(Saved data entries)
☆ ☆ ☆
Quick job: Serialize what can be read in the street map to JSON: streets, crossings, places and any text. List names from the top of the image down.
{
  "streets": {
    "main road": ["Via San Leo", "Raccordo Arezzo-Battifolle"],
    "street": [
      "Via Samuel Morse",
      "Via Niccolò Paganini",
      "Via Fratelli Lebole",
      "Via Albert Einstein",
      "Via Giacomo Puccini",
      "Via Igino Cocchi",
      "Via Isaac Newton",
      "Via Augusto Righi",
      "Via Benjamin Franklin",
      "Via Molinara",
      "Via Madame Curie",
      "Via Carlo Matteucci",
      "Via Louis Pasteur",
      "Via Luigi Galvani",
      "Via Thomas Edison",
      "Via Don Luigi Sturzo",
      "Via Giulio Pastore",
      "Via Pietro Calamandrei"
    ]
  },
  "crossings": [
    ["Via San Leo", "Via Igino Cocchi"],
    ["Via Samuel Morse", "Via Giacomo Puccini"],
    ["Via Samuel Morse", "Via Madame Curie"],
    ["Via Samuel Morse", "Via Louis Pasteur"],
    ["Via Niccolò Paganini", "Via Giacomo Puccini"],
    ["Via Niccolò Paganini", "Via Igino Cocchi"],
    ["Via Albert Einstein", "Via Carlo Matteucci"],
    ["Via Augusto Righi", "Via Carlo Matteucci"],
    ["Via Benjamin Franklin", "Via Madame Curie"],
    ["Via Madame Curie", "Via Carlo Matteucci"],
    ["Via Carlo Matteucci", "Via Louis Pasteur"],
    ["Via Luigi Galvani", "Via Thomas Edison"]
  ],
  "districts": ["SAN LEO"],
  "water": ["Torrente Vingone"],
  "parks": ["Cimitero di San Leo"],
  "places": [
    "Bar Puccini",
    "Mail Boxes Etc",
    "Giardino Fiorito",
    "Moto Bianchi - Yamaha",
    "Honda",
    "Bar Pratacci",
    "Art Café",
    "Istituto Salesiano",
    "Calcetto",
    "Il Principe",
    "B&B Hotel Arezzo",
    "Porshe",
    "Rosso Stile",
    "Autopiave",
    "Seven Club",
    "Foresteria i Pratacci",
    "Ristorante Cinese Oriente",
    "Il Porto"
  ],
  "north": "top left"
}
☆ ☆ ☆
REQUIREMENT:
Every line above carrying the word "Augusto" needs to be shown.

YOUR RESPONSE:
      "Via Augusto Righi",
    ["Via Augusto Righi", "Via Carlo Matteucci"],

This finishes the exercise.